Oswaldo Eurico Rodrigues

Conversas no barbeiro

Fidelidade é algo importante e precioso. Lealdade também. É péssimo ver pessoas magoando e traindo. Não me refiro somente a relação conjugal. Entre os amigos, a traição e a deslealdade também existem. Talvez os motivos não sejam os mesmos. Ou para ser traidor e desleal é preciso motivo? Será que a nossa natureza não seria a de ter curiosidade e de querer experimentar novidades? Às vezes, perigosas; às vezes, tranquilas. Levante a mão quem é leitor de somente um escritor! Quem assiste a filmes de apenas um diretor? Há quem passe a vida inteira comendo num só restaurante? Pois é… Leitores, cinéfilos, comensais e demais clientes são, em quase totalidade, traidores. Mesmo quando têm cartão de fidelidade. Vou aproveitar os pontos acumulados e compartilhar os prêmios com vocês.

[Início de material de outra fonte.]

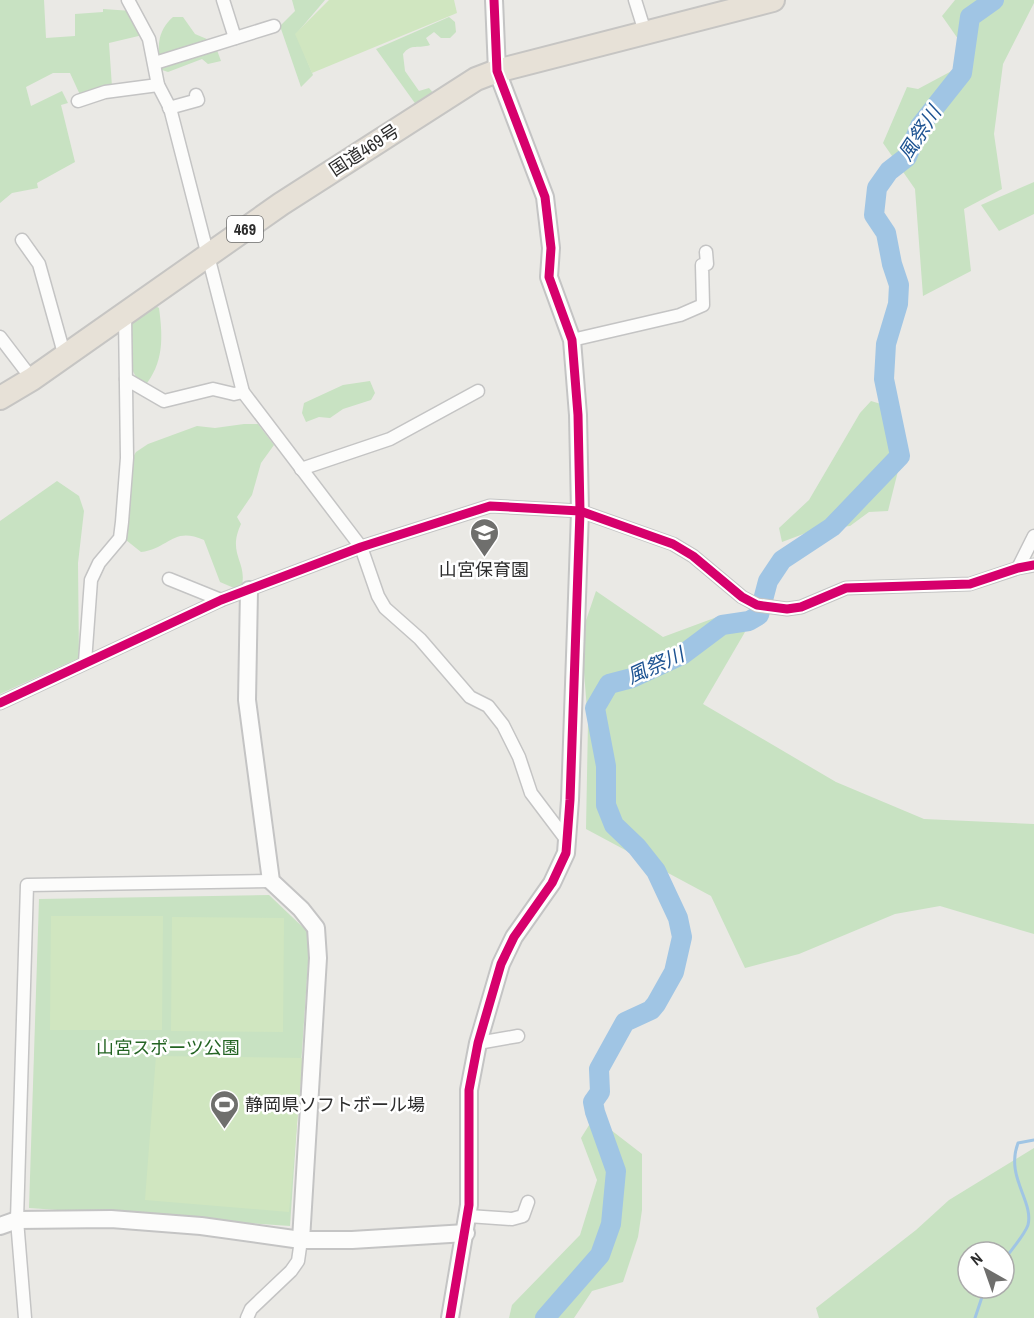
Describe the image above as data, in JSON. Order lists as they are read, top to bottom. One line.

Minha família não sabe de nada. Estou dando uma fugida para conversar com vocês! Espero que não contem nada para ela. Não direi nada a ninguém sobre vocês! Preciso diversificar, sair da mesmice. Alguma aventura extra faz bem (nem que seja na tela do computador). E vamos para a casa da luz vermelha, azul, amarela… A casa da Mãe Literatura, lugar de tolerância, aceita muita gente: rejeitados, anormais, revolucionários, melancólicos e coléricos, sanguíneos e fleumáticos. Homens e mulheres de todas as idades se relacionam entre páginas e telas. Acontece cada coisa que nem tenho coragem de contar! Só mesmo entrando nesses lugares de liberdades incríveis para ver e acreditar ou não. São sensações incríveis de prazer!

Fecham-se as páginas, desligam-se as telas. Voltamos limpos e arrumados para casa como se nada houvesse acontecido. Deixamos tudo lá com os personagens nos lugares possíveis e impossíveis de todas as épocas (inclusive a nossa). E a vida segue tranquila, trivial. Vamos para o trabalho, voltamos para casa e encontramos nossas Helenas, Penélopes, Amélias, Capitus, Jesabeis. Mulheres lindas, engenhosas, submissas, enigmáticas, poderosas. Mulheres de sedutores, de seduzidos, de autoritários, de inseguros, de fracos. Os relacionamentos continuam. Contas a pagar, visitas a fazer, igrejas a frequentar, filhos a criar. Tudo na mais perfeita harmonia.

Precisamos abastecer a casa. E saímos às compras! Qual o supermercado? O melhor da cidade! Produtos de boa qualidade, bom atendimento e bom preço. É nosso porto seguro onde buscamos abastecer nossa casa. Não nos mantemos fiéis! De vez em quando, compramos noutros mercados por praticidade ou atraídos por alguma promoção. Comemos sempre num restaurante maravilhoso com pratos saudáveis. Também experimentamos outras mesas nem sempre tão saudáveis. E a lista de infidelidades segue enorme.  E não é de hoje!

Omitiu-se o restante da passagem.